__THE TASK__. In the entries below, find each line with the word "none" and return it.

SUPPLIED RECORDS: Begin

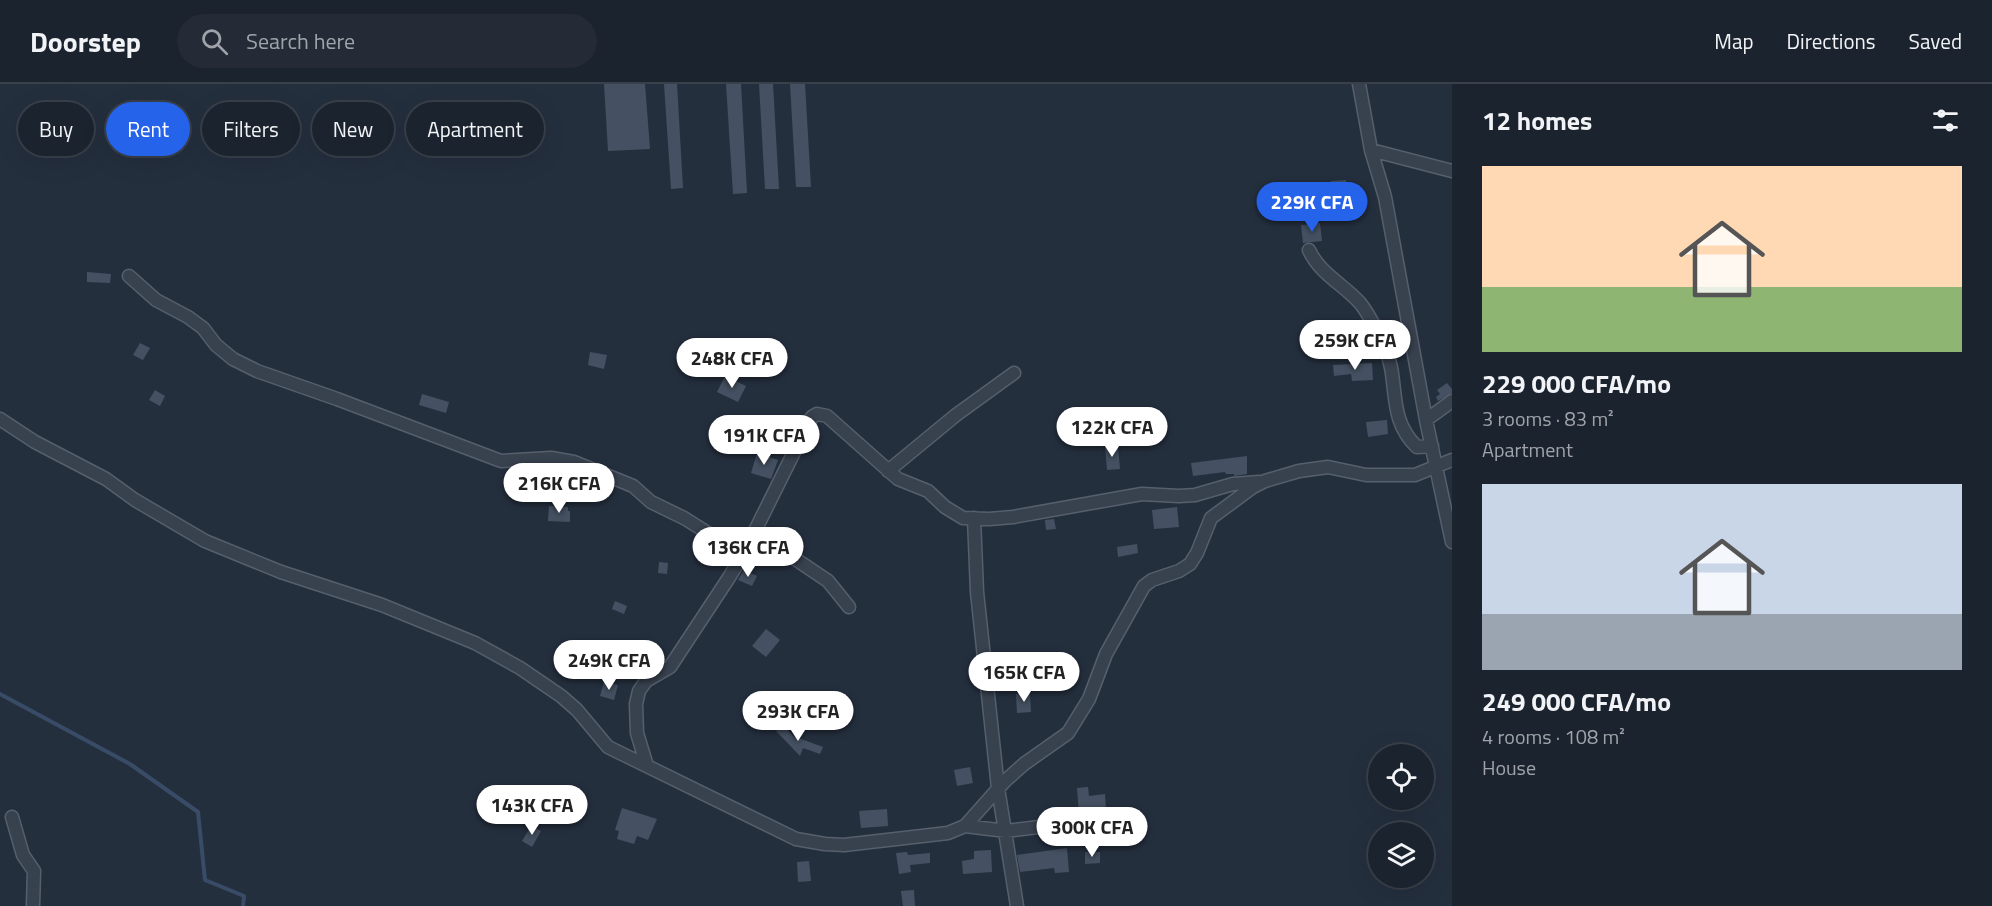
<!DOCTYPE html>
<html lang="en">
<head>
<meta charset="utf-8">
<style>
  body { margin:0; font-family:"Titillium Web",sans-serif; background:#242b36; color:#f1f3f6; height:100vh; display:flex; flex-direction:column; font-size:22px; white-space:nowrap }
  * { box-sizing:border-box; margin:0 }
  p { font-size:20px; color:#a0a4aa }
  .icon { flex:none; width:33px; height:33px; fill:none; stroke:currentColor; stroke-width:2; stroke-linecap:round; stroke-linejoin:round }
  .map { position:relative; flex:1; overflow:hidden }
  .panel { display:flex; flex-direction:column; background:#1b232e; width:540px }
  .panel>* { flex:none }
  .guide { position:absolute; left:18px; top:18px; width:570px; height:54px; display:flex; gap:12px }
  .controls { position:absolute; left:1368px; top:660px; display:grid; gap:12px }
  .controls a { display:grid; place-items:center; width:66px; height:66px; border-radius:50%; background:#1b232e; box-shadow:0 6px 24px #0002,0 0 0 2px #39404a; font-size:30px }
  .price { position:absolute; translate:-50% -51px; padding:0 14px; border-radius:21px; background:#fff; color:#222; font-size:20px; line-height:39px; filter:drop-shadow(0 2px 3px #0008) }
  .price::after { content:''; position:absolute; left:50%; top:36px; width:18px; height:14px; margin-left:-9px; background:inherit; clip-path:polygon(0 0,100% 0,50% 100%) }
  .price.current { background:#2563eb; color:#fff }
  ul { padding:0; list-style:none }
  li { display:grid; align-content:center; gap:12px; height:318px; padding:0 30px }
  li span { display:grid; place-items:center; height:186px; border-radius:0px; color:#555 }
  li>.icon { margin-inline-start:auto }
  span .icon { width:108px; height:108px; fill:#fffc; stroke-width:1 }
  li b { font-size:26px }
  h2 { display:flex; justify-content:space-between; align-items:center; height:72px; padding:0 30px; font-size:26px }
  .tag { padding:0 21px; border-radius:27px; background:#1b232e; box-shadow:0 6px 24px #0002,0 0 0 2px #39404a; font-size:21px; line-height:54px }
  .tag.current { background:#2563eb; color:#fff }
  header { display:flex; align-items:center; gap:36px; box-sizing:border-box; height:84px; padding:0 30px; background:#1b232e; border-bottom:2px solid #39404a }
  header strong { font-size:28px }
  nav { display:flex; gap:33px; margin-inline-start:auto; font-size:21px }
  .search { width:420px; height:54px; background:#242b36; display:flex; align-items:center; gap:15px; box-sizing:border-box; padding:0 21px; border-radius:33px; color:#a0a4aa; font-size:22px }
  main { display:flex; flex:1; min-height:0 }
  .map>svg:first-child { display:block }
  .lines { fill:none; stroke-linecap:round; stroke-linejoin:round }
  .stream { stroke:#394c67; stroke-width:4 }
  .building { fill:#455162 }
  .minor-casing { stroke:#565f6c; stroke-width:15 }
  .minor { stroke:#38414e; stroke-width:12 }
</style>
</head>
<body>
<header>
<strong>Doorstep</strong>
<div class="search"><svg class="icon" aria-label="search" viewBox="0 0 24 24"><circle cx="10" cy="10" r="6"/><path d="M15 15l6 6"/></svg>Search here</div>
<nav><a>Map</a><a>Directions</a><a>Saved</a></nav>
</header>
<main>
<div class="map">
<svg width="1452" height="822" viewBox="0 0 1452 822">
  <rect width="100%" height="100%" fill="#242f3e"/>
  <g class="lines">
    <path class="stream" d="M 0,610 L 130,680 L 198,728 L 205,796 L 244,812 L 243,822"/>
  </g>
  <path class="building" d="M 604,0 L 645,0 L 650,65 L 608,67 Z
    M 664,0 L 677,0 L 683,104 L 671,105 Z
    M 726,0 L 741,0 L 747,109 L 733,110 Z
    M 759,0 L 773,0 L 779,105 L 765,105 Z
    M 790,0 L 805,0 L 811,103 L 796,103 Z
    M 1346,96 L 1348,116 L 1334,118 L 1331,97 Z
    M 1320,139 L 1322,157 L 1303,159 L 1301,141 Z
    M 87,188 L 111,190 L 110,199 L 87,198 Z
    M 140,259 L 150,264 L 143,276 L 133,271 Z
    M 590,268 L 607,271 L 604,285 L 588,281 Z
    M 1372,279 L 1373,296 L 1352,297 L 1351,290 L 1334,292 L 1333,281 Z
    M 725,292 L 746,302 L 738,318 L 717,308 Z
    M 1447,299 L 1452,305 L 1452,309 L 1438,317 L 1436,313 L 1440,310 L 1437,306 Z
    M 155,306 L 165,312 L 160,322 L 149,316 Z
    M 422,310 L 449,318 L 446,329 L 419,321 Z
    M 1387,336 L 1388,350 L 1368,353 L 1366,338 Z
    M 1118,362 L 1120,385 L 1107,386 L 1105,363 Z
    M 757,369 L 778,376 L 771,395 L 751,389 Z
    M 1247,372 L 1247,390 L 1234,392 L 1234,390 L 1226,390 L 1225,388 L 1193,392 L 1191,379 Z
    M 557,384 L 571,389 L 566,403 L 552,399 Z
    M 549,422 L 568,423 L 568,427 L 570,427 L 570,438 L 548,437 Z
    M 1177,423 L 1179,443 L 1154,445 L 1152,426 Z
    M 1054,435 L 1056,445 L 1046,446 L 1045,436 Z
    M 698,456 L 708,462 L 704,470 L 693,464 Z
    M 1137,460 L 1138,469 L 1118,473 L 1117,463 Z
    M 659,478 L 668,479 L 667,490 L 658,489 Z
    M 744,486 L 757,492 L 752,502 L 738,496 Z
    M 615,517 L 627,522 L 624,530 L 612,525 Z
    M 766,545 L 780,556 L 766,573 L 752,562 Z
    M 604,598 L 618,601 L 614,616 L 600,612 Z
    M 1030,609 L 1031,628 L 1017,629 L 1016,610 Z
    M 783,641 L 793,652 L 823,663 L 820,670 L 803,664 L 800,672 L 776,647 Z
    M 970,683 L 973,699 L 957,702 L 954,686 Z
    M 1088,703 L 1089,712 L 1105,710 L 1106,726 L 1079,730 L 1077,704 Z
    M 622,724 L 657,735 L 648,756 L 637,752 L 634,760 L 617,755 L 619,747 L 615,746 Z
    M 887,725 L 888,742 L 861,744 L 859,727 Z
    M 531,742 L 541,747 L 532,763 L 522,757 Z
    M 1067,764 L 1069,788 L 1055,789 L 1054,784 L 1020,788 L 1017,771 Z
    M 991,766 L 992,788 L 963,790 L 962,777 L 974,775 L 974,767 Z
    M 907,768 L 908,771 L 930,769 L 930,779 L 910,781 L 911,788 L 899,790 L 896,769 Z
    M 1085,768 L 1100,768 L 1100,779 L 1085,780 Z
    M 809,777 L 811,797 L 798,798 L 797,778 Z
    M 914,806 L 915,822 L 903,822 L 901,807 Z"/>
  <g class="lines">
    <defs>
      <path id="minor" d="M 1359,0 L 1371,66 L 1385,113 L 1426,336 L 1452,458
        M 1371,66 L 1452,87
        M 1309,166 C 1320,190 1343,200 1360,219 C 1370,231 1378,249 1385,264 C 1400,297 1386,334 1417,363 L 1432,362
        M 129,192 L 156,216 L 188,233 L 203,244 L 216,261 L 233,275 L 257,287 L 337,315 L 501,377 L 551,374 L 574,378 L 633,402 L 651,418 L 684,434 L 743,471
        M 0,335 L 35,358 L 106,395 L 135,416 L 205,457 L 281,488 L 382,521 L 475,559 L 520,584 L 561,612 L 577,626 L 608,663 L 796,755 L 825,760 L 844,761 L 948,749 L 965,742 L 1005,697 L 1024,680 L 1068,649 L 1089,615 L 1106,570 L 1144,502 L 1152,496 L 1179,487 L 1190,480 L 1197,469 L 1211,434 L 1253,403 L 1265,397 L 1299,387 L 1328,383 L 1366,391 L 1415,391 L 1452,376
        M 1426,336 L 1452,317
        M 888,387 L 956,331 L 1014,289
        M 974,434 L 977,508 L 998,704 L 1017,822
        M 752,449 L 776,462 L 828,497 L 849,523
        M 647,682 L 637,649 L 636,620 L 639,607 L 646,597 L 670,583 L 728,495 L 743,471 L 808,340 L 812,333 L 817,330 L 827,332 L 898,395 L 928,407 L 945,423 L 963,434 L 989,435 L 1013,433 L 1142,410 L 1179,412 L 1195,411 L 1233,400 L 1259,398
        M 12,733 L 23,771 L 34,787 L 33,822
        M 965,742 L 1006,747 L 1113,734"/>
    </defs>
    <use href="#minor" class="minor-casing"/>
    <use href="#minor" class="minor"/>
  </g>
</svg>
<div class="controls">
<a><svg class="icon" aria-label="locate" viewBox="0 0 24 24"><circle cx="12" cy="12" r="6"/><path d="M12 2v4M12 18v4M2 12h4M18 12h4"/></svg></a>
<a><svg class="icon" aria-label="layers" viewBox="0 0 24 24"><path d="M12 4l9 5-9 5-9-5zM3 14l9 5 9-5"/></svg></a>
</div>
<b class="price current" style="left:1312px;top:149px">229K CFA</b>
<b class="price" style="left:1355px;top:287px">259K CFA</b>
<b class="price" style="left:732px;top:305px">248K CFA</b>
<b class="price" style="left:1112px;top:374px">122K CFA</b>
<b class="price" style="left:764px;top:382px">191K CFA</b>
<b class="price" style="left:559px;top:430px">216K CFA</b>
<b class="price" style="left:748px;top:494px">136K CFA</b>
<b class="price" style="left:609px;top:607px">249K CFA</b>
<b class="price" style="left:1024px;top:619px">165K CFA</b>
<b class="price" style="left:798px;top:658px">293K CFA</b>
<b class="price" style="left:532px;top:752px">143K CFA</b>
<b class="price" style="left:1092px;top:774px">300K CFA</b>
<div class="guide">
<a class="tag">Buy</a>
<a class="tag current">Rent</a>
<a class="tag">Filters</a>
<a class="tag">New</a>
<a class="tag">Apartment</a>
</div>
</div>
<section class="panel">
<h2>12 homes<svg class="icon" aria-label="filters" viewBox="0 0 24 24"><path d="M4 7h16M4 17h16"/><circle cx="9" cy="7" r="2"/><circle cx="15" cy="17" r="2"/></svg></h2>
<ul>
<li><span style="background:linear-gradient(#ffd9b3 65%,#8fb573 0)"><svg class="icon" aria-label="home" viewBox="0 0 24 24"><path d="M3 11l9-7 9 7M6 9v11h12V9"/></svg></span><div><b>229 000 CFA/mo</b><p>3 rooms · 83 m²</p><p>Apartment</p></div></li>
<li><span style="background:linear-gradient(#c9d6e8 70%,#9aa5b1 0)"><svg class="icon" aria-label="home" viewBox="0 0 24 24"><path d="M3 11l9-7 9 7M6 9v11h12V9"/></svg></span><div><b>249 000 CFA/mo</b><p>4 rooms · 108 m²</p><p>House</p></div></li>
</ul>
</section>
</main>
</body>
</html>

SUPPLIED RECORDS: End

__ANSWER TO THE PROBLEM__.
  .icon { flex:none; width:33px; height:33px; fill:none; stroke:currentColor; stroke-width:2; stroke-linecap:round; stroke-linejoin:round }
  .panel>* { flex:none }
  ul { padding:0; list-style:none }
  .lines { fill:none; stroke-linecap:round; stroke-linejoin:round }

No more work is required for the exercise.